You can picture if there’s no room for them in the cataloma, the inns, these common rooms of the houses in Bethlehem, and Mary’s needing to deliver her child, this would be an ideal place to resort to to bear her child, something like this. And we’re used to seeing wooden mangers, but you’re seeing here in Bethlehem, there’s stone everywhere, a lot of stone.
Yeah, the the French word magered literally means just to eat. So a manger is a it’s a feeding trough and stone is an overabundance. You just carve it out and you put the food in. So that the animals that always happens to eat. But extremely humble circumstances, but absolutely sufficient for what they needed.
Yeah. And the other element here, if you can picture if Mary has given birth to this newborn Son of God and the shepherds come to see that baby, I can picture this incredible scene where they come in and see the little babe lying in a manger with Mary and Joseph hare in a cave in this stable. What a beautiful setting.
Which would be familiar to them.
Very familiar to them.
They would be spending evenings in places like this so that they could also have protection from the weather elements, even.
Sometimes bringing their own sheep, bringing their animals in. Yes.
Which is easy to protect. You saw that small opening we came through. Very easy to protect that. So the animals are protected. So here is baby Jesus being protected.
Yeah. And if you go back out of this cave and look, we’re on top of the hill here in Bethlehem looking out over what is known as shepherd’s fields. And fascinating, that idea that this could serve as a beautiful sheepfold as well, like you’re saying that they’re keeping watch over their flocks. By night, angel appears to them and they go to see the baby Jesus in, as you said, a very similar setting to their surroundings. I think it’s interesting that the angels did not go to kings to say come and see the newborn king. The angels went to shepherds to come and see the lolita, the Lamb of God who would grow up to become the good shepherd. The symbolisms surrounding his birth are just.
Beautiful and very rich.
Thank you for visiting Bethlehem with us. Now let’s return back to the studio.

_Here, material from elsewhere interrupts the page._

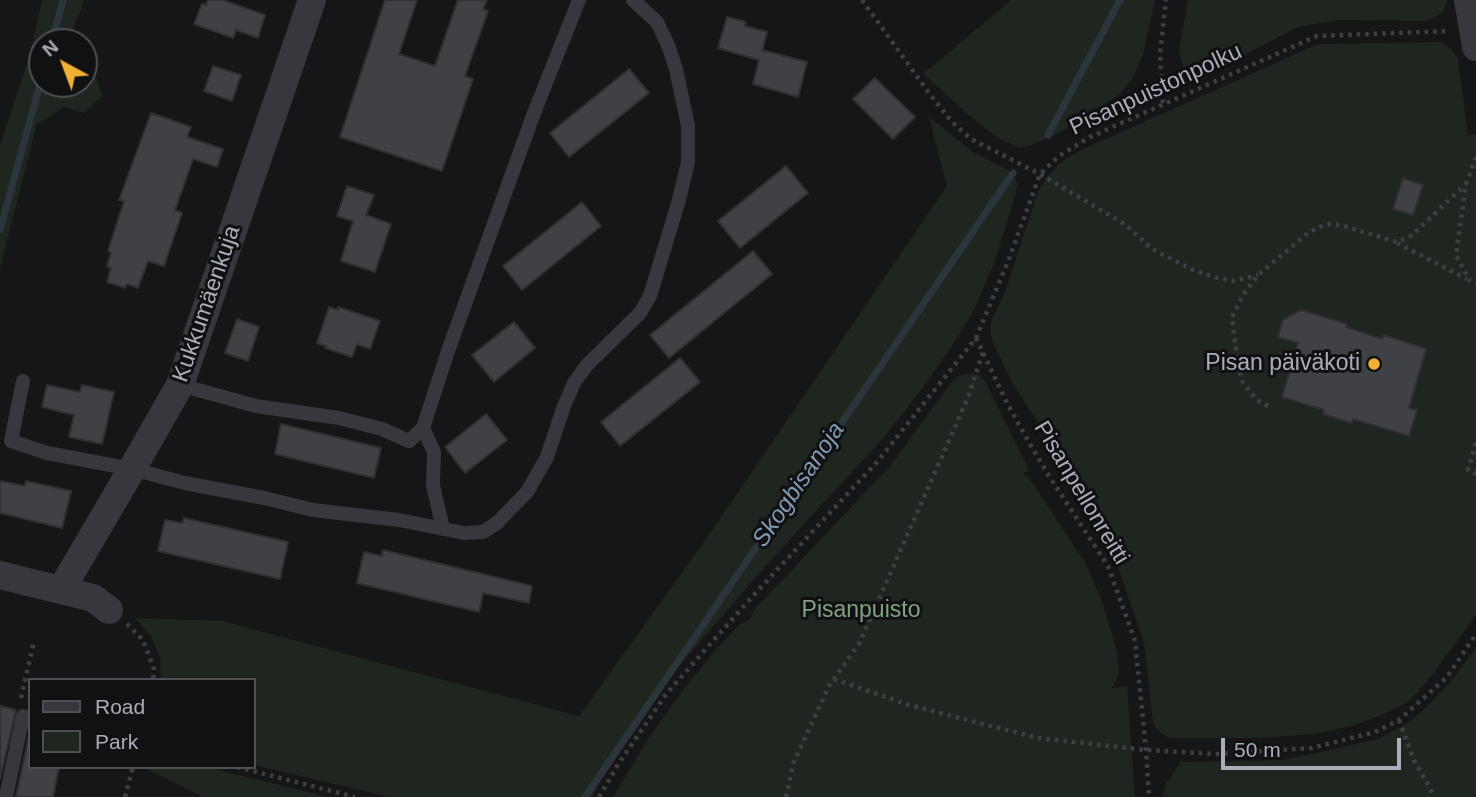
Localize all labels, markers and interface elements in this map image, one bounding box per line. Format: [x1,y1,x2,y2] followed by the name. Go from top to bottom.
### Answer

For years, most of us have thought about the hotel or motel metaphor. I have a friend, John Garfield, who has managed hotels for his entire career. And he said, this has always been hard for me because somebody who manages the hotel is deeply interested in providing incredible guest services and welcoming people in and taking care of them. And he said, I have a hard time imagining, in the typical traditional way that we read the story, imagine that some hotelier would not treat anyone quite like that. But the significant thing we’re learning here is that are we creating space for him in our hearts? In the Jewish time, we have to be a little forgiving. If this is an appropriate interpretation. If Joseph and Mary’s family are worried about ritual impurity, it would make sense that they had made this decision. We have to ask ourselves, do we have cultural boundaries in our lives that we don’t want to have transgressed or somebody cross those borders? Then we have to ask ourselves, are we taking the time to love all of God’s children or do we allow cultural boundaries to separate us from God’s children and loving them and welcome them in in an inclusive way?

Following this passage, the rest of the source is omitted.